'The Pope Is Helping Us With That Message': Local LGBT Leader Says Pope's Support Of Same-Sex Unions Step Toward Equality
LOS ANGELES (CBSLA) — Pope Francis made history Wednesday, becoming the first pontiff to endorse same-sex civil unions.
"Homosexual people have the right to be in a family," he said in a new feature-length documentary. "They are children of God. You can't kick someone out of a family, nor make their life miserable for this. What we have to have is a civil union law; that way they are legally covered."
It was a momentous announcement for LGBT Catholics, like Eddie Martinez who lives in Los Angeles.
"For so many years, I was shamed," he said. "I was ashamed of who I was, I was in the closet, I thought there was something wrong with me, and it was all because of the teachings from the church."

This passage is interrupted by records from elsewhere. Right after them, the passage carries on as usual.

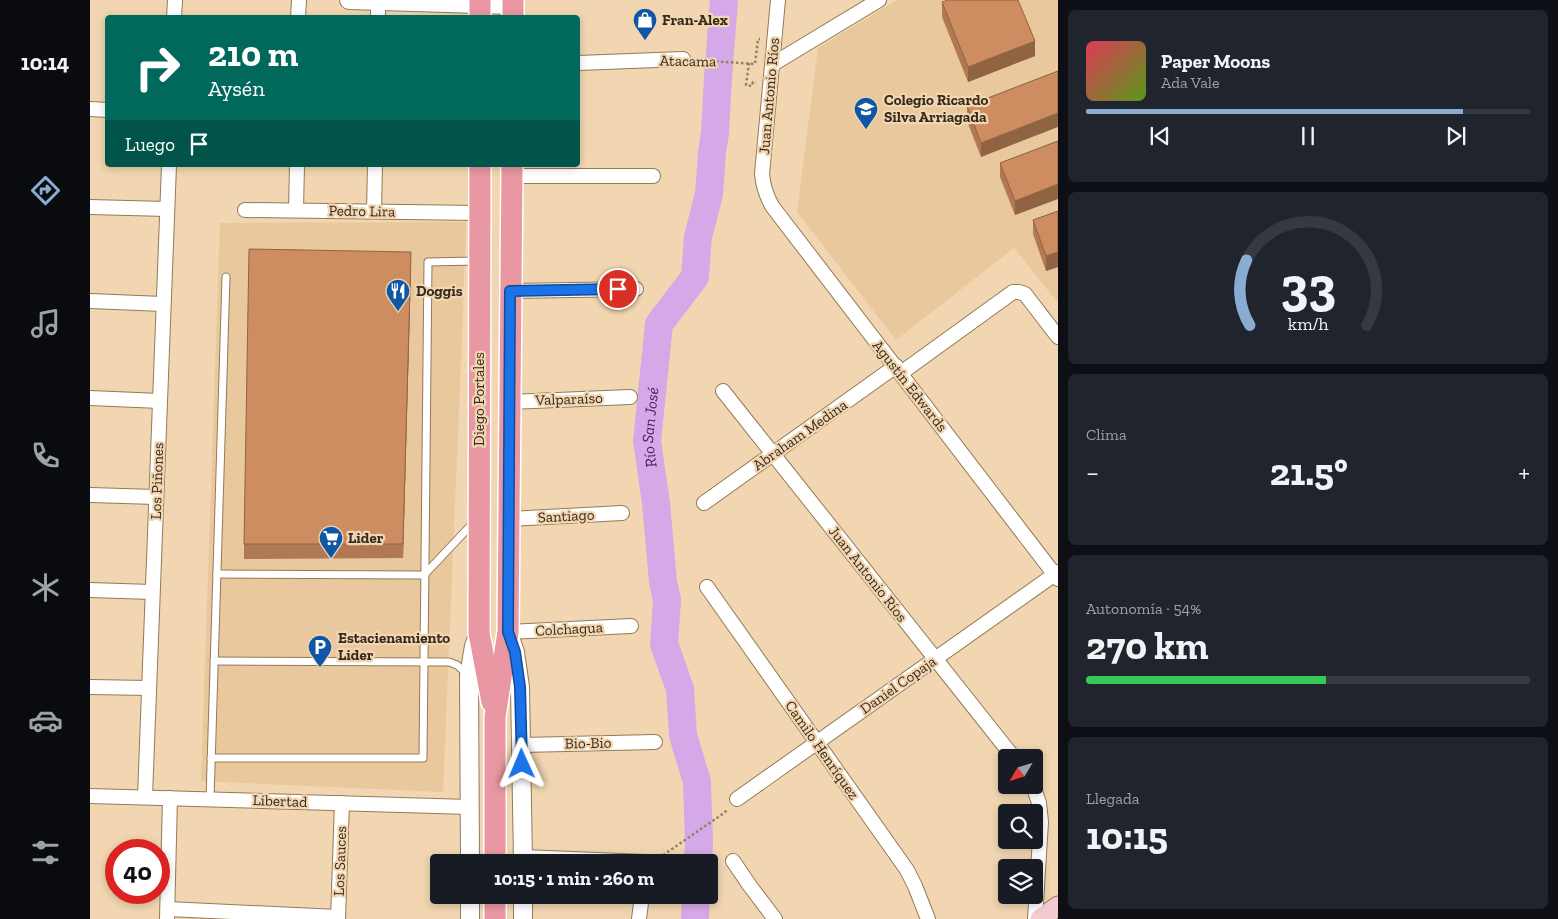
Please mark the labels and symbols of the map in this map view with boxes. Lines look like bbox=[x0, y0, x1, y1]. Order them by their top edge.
shop icon: Fran-Alex bbox=[632, 7, 658, 41]
place label: Fran-Alex bbox=[662, 11, 728, 29]
street label: Juan Antonio Ríos bbox=[755, 37, 783, 155]
street label: Atacama bbox=[659, 52, 717, 70]
place label: Colegio Ricardo Silva Arriagada bbox=[884, 91, 989, 126]
school or university icon: Colegio Ricardo Silva Arriagada bbox=[853, 96, 879, 130]
street label: Pedro Lira bbox=[328, 201, 396, 221]
pin bbox=[597, 268, 639, 310]
restaurant icon: Doggis bbox=[385, 278, 411, 312]
place label: Doggis bbox=[416, 282, 463, 300]
street label: Agustín Edwards bbox=[869, 337, 951, 435]
street label: Diego Portales bbox=[470, 352, 488, 446]
water label: Río San José bbox=[637, 386, 662, 469]
street label: Valparaíso bbox=[534, 389, 603, 409]
street label: Abraham Medina bbox=[749, 396, 851, 474]
street label: Los Piñones bbox=[147, 442, 167, 520]
street label: Santiago bbox=[537, 506, 595, 526]
street label: Juan Antonio Ríos bbox=[825, 522, 911, 626]
supermarket icon: Lider bbox=[318, 525, 344, 559]
place label: Lider bbox=[348, 529, 384, 547]
street label: Colchagua bbox=[535, 618, 603, 640]
place label: Estacienamiento Lider bbox=[338, 629, 450, 664]
parking icon: Estacienamiento Lider bbox=[307, 634, 333, 668]
street label: Daniel Copaja bbox=[856, 652, 940, 718]
street label: Camilo Henríquez bbox=[781, 697, 863, 803]
street label: Bio-Bio bbox=[564, 734, 612, 752]
position arrow bbox=[495, 737, 547, 789]
north arrow bbox=[998, 749, 1042, 794]
street label: Libertad bbox=[252, 791, 308, 811]
street label: Los Sauces bbox=[330, 826, 350, 896]
speed limit sign: 40 bbox=[105, 839, 170, 904]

Martinez, who is now the director of the nonprofit Latino Equality Alliance, grew up in Huntington Park going to church every Sunday at St. Matthias Church.
He said the pope's announcement meant a lot to him and would hopefully have a positive effect on the LGBT community.
"Be the pope coming out and expressing what he said today, in the documentary, it really gives a lot of families a better understanding that having a LGTB loved one — a brother, sisters, aunt, tia, abuelita — that it's OK. You exist."
And while the majority of people online have reacted positively to the pope's announcement, a handful have not. Martinez said it just shows that there is a long way to go in the fight for equality.
"If you just focus on love and use that love to understand and accept people, you will eventually fully understand what it means to have someone that's LGBT and love that person for who they are," he said. "And the pope is helping us with that message."
And though Martinez said supporting civil unions was a step in the right direction, he still hopes that someday the Catholic Church will speak out in support of marriage equality for all.
But Fr. Thomas Rausch, professor of Catholic theology at Loyola Marymount University, said the move to support the rights of LGBT people in civil society is different from supporting same-sex marriage, which is a "sacramental issue."
"Some people are confusing the two," he said.
And while Rausch said he expects some conservative — "some of them very wealthy" — Catholics to oppose the pope's message and accuse him of trying to change Catholic doctrine, even though that was not the case.
Instead, he said the pope was trying to invite people back to the church by using a more compassionate approach.
"He wants to really present the face of the church as a welcoming church, and I think that speaks to the deep pastoral sensitivities of this pope," Rausch said. "It's not just those that are marginal. We've lost all sorts of Catholics from the church as have the other churches. We live in a very secular age."